Mais do que um estilo de dança, a street dance é uma manifestação de identidade e cultura. Técnica livre, improviso, sentimento e ritmo cativam jovens que veem neste estilo uma forma de expressão única. Mas o que é a street dance?

Dos Estados Unidos para o mundo, a street dance ou as danças de rua, como o próprio nome indica, têm origem fora dos estúdios tradicionais, sendo que cada vez há mais escolas que procuram profissionalizar esta modalidade. Em Portugal, ganhou popularidade nos anos 90, com a influência da música e dos filmes americanos que apresentaram a cultura ao público geral. Com o passar dos anos, esta arte tem vindo a expandir-se especialmente nas grandes cidades, dando origem a novos estilos e eventos.

As danças de rua permitem explorar a criatividade e a imaginação dos artistas através da variedade de movimentos corporais que incluem. Dentro dos estilos que surgem constantemente, a música e a energia livre que transmitem são os elementos que fazem a ligação entre todos e que criam as comunidades.

Street dance é um termo geral utilizado para referir um conjunto de danças sociais, criadas de forma orgânica por grupos a partir das suas culturas. A street dance é composta por três estilos principais: o popping, o locking e o breaking, cada um com as suas características e técnicas específicas que, embora sirvam de base, é expectável que sejam alteradas por quem as executa. São estes os princípios que várias instituições artísticas abordam pelo mundo inteiro.

Em Leiria, o Projeto Community, de Stephanie Vieira e Marcelo Silva, destaca-se pelo trabalho que tem feito nesta área e pelo reconhecimento que tem trazido para a modalidade a nível nacional e internacional. Segundo Stephanie, “as danças de rua em Leiria são muito recentes, sendo igualmente muito recentes no mundo”, dado que muitos bailarinos que impulsionaram certos estilos da modalidade ainda estão vivos. O hip-hop, por exemplo, surge na cidade bastante associado ao fitness, bem como muitos dos seus precursores. Este género, como afirma Marcelo, foi introduzido aos poucos, maioritariamente através do desporto escolar nas várias escolas nacionais, com o incentivo de professores de educação física com algum tipo de formação para os ritmos urbanos. Além disso, a cultura de rua expandiu-se também através das discotecas e dos grupos que as frequentavam para “dançar só porque sim”.
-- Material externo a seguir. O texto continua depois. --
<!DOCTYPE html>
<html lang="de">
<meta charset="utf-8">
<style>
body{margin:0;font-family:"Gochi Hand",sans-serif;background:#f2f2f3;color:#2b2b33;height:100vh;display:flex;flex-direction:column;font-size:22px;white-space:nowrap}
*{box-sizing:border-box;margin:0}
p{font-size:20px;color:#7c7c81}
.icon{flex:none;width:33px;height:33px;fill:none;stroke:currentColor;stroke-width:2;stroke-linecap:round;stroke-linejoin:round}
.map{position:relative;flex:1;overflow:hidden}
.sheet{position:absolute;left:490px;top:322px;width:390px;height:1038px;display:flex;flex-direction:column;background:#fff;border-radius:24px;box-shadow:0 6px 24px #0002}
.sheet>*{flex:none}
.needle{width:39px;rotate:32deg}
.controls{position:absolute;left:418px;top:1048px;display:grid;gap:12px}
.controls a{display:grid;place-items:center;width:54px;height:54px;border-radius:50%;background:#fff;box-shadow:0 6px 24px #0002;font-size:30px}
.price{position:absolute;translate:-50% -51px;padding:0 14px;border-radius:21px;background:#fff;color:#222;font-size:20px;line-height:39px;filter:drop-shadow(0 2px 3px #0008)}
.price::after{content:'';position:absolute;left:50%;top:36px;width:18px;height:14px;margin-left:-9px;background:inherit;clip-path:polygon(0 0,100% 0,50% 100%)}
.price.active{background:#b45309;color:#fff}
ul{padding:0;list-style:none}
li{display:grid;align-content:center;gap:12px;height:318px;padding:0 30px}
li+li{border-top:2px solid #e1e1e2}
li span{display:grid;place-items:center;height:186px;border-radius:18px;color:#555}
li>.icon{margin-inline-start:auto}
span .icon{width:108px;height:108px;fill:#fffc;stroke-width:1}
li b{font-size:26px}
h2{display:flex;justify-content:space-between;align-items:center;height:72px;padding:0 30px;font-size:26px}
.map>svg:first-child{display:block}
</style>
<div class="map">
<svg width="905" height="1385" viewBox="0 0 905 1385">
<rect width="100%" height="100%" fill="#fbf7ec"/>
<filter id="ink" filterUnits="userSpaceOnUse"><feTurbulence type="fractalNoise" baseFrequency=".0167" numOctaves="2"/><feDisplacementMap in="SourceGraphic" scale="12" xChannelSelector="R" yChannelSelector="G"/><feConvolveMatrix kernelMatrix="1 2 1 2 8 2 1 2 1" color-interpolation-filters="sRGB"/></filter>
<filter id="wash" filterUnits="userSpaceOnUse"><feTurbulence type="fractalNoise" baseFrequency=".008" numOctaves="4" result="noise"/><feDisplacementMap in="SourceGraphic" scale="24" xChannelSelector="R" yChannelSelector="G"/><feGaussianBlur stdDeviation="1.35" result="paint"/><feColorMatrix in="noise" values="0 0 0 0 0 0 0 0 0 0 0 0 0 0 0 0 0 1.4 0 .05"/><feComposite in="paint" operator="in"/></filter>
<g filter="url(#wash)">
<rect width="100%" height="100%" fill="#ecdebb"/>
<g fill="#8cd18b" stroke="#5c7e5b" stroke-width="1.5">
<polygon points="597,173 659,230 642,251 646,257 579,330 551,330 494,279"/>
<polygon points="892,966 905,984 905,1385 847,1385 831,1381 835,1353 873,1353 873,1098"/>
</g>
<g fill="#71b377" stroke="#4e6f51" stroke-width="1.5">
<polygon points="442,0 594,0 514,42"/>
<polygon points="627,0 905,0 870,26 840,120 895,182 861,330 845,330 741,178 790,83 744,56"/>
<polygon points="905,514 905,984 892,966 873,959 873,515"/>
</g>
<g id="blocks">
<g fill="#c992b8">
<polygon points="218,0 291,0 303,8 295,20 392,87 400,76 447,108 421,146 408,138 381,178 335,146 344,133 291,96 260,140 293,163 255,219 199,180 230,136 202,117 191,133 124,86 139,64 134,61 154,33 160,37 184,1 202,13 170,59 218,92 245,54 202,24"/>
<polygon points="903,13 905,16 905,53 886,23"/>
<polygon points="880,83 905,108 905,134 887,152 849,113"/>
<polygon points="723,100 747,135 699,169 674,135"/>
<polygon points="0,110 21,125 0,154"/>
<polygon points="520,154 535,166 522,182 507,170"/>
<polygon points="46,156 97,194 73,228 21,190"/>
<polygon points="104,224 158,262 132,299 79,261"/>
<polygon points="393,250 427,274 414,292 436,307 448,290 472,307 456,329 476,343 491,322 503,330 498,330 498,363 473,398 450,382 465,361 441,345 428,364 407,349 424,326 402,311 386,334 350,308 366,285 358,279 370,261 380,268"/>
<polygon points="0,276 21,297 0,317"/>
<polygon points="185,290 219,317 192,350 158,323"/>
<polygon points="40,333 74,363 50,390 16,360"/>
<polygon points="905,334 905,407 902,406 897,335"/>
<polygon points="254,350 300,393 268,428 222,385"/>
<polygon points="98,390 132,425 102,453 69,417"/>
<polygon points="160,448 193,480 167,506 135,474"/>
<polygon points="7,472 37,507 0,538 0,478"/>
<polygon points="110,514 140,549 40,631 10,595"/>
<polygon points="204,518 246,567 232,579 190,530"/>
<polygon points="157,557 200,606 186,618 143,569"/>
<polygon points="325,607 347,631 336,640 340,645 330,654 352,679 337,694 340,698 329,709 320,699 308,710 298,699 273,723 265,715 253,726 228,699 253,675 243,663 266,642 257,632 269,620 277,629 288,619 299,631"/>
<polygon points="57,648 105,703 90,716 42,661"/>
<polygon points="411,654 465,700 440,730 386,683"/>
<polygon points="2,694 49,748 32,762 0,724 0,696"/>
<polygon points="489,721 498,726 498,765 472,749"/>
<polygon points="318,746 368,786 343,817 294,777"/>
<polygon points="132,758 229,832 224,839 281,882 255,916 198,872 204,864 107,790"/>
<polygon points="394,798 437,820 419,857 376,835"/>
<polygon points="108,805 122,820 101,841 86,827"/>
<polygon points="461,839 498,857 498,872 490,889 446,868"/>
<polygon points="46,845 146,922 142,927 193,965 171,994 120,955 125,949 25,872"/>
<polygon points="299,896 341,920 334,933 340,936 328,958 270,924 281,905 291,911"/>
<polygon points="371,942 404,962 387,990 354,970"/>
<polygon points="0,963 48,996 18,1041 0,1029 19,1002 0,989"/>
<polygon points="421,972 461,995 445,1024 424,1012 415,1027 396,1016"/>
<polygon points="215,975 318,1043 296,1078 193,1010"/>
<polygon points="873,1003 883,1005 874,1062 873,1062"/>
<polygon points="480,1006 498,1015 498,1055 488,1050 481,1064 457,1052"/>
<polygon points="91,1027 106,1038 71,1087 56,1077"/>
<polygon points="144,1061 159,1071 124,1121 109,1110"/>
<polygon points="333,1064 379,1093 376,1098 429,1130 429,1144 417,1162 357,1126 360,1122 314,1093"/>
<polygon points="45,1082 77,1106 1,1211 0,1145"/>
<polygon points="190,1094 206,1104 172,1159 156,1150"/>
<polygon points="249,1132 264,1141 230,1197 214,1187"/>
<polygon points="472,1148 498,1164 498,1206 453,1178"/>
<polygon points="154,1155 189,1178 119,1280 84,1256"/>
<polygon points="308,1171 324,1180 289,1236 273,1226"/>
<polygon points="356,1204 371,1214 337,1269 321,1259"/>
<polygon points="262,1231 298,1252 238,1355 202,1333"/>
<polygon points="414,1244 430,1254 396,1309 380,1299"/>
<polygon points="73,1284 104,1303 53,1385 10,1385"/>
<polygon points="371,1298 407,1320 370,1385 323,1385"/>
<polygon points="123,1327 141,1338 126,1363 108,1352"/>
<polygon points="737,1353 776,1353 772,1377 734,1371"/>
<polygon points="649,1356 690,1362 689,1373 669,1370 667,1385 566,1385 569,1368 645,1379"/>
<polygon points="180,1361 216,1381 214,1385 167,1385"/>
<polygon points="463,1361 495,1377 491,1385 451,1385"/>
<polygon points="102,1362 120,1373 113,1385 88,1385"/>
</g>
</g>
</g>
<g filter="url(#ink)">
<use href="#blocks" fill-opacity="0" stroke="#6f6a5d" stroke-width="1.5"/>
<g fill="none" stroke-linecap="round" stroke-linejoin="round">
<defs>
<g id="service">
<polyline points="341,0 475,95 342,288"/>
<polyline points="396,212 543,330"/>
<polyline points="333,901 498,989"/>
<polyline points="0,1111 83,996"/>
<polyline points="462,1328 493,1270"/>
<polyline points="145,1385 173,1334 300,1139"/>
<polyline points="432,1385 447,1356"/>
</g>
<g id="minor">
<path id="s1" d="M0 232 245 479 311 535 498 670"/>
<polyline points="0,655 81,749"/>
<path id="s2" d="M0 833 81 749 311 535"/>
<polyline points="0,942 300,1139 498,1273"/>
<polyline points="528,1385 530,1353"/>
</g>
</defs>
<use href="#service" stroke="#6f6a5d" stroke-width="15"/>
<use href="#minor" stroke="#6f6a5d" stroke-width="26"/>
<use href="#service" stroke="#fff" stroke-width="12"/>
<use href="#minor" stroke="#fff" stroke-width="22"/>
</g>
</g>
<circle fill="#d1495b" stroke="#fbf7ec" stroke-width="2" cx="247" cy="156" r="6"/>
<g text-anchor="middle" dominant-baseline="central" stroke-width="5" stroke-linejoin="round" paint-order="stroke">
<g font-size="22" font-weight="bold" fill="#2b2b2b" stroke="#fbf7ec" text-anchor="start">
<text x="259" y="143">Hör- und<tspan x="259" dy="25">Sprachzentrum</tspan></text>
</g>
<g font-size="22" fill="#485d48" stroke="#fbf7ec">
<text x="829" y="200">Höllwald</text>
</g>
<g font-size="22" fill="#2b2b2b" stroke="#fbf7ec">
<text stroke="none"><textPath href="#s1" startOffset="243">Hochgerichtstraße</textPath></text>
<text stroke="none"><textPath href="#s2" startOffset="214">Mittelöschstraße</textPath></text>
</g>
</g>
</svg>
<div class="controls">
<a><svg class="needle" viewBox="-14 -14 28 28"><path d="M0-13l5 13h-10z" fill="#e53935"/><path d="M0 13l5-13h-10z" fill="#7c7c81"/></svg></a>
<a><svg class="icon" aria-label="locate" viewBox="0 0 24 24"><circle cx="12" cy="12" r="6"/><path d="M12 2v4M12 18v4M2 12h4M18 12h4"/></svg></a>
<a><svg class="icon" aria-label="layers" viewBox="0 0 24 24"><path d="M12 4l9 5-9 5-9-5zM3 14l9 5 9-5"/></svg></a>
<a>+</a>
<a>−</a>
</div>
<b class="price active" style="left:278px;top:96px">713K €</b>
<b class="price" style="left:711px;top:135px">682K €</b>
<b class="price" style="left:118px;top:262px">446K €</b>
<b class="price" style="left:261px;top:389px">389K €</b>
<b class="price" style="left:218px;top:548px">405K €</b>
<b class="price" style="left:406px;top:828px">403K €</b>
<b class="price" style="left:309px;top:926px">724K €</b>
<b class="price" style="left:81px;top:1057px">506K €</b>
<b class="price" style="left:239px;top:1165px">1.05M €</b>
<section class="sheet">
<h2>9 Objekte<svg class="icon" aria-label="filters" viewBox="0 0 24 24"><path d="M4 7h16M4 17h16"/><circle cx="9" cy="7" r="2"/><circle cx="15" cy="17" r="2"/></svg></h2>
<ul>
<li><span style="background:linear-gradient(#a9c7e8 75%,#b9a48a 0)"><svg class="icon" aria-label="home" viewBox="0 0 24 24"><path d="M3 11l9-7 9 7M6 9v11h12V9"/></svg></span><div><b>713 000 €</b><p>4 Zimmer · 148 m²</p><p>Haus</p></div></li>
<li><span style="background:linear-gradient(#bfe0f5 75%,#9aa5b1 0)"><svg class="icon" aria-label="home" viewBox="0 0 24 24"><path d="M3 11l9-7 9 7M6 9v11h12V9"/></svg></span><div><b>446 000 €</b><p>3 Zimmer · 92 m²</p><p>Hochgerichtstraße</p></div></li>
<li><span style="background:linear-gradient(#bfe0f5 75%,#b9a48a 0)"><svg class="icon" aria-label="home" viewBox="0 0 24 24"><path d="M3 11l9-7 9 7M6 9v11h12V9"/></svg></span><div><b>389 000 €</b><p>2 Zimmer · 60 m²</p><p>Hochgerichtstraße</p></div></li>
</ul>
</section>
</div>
Dada a liberdade permitida neste estilo, muitos jovens escolhem a dança como forma de expressão de prática de atividade física. “Para mim, a dança é o local onde eu me sinto segura, é o meu refúgio e onde os meus problemas todos acabam”, diz Léa, uma aluna do Projeto Community, com 13 anos.

Competições nacionais e internacionais

O Hip Hop International Portugal é a versão portuguesa do famoso campeonato internacional realizado anualmente nos Estados Unidos. Neste evento, os dançarinos competem em categorias distintas, como solo, duetos e grupos. A competição é amplamente reconhecida pelo seu rigor nos critérios de avaliação, que consideram não apenas a técnica e a sincronia, mas também a criatividade, o trabalho de equipa e o impacto visual das apresentações.

Outro evento importante é o Juste Debout, que tem origem em Paris e é considerado a maior plataforma internacional para estilos de dança como popping, locking e breaking, como se pode ler a partir do sítio online da iniciativa. As qualificações locais em Portugal oferecem uma oportunidade única aos dançarinos nacionais de serem apurados para a final, onde competem contra artistas de todo o mundo. Participar nas competições é uma possibilidade de os jovens e profissionais exibirem o seu potencial e criarem conexões significativas na indústria da dança. Os eventos não promovem apenas a excelência na modalidade, mas também fortalecem a comunidade de dançarinos em Portugal e no estrangeiro.

O papel dos formadores é bastante importante para a gestão de stress e de expectativas, tanto dos alunos como dos pais. No Projeto Community, Stephanie e Marcelo escolhem tentar proteger os jovens de forma a que mantenham o foco e não tomem demasiada atenção aos outros adversários. “A nossa forma de gerir é tentar tirá-los sempre da confusão, o máximo de tempo possível, para eles relaxarem”, confirma Stephanie.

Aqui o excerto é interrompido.